= Beginning of Section =

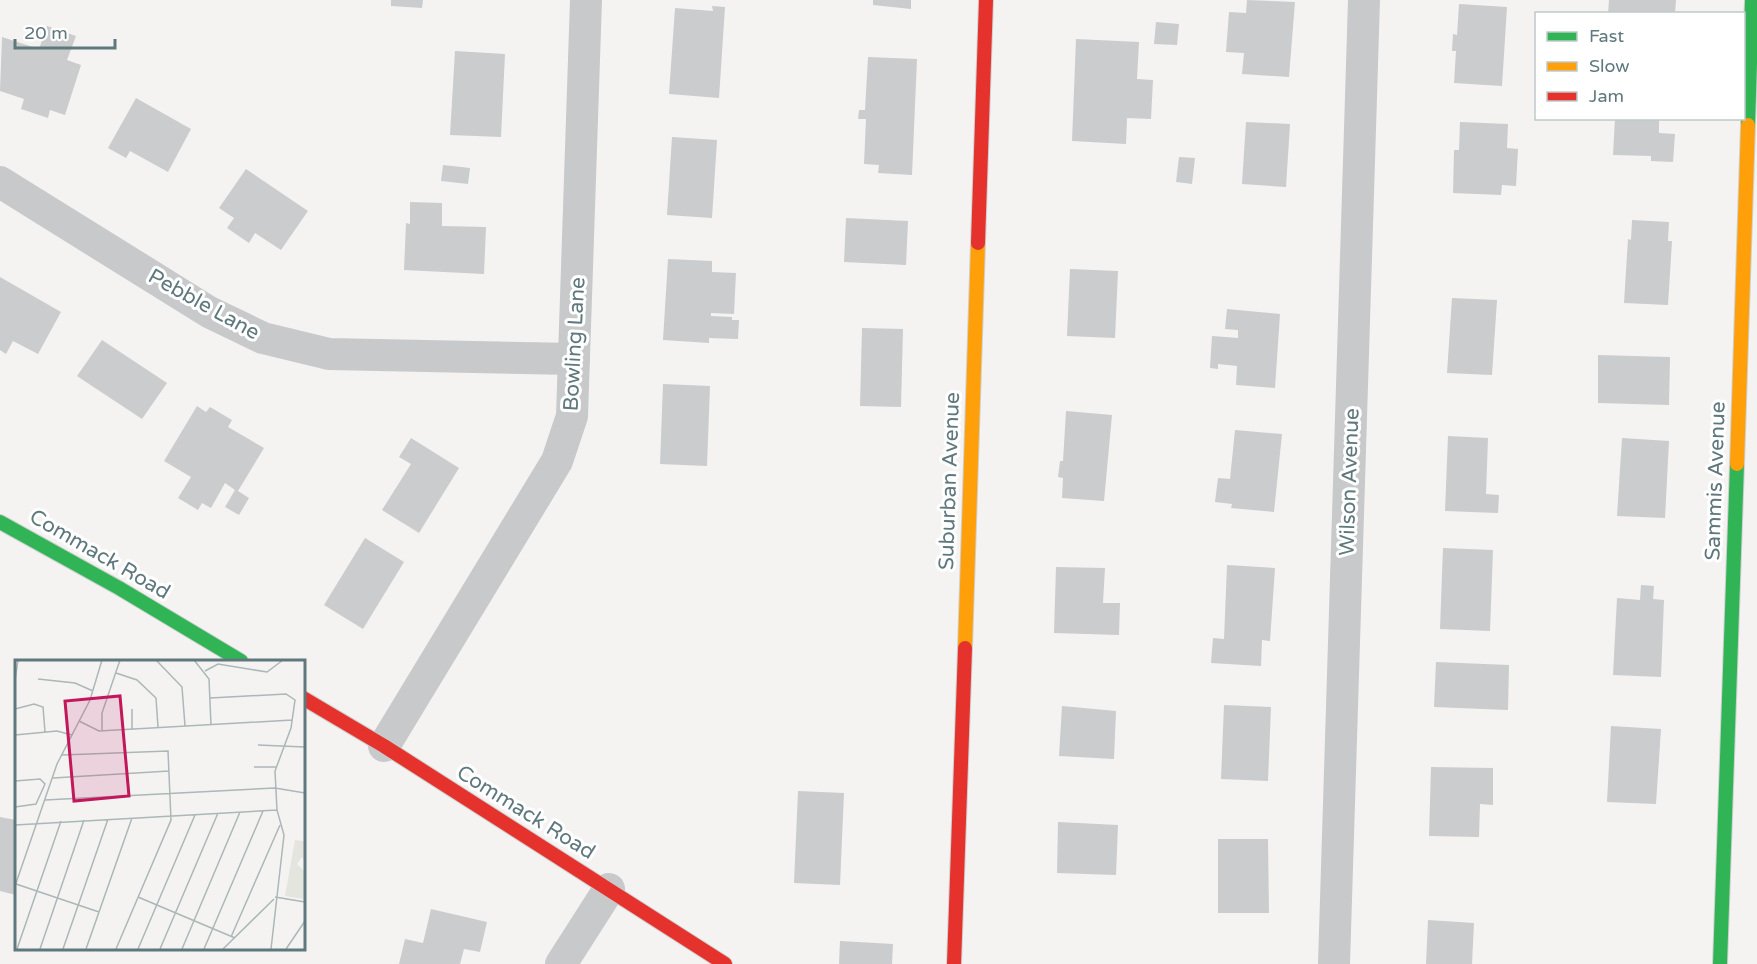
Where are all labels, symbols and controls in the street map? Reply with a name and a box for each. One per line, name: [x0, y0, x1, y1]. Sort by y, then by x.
scale bar: [15, 12, 116, 50]
legend: [1535, 12, 1745, 120]
text: 20 m: [24, 22, 68, 44]
text: Fast: [1589, 25, 1624, 47]
text: Slow: [1589, 55, 1630, 77]
text: Jam: [1589, 85, 1624, 107]
street label: Pebble Lane: [144, 264, 264, 345]
street label: Bowling Lane: [559, 276, 591, 412]
street label: Suburban Avenue: [934, 391, 965, 570]
street label: Sammis Avenue: [1700, 401, 1731, 561]
street label: Wilson Avenue: [1334, 408, 1365, 556]
street label: Commack Road: [25, 504, 175, 605]
inset map: [15, 660, 304, 949]
street label: Commack Road: [452, 760, 599, 865]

= End of Section =

The problem:
Drop the images and copy all the data exactly.

Reply to the task:
Where are all labels, symbols and controls in the street map? Reply with a name and a box for each. One per line, name: [x0, y0, x1, y1]. Sort by y, then by x.
scale bar: [15, 12, 116, 50]
legend: [1535, 12, 1745, 120]
text: 20 m: [24, 22, 68, 44]
text: Fast: [1589, 25, 1624, 47]
text: Slow: [1589, 55, 1630, 77]
text: Jam: [1589, 85, 1624, 107]
street label: Pebble Lane: [144, 264, 264, 345]
street label: Bowling Lane: [559, 276, 591, 412]
street label: Suburban Avenue: [934, 391, 965, 570]
street label: Sammis Avenue: [1700, 401, 1731, 561]
street label: Wilson Avenue: [1334, 408, 1365, 556]
street label: Commack Road: [25, 504, 175, 605]
inset map: [15, 660, 304, 949]
street label: Commack Road: [452, 760, 599, 865]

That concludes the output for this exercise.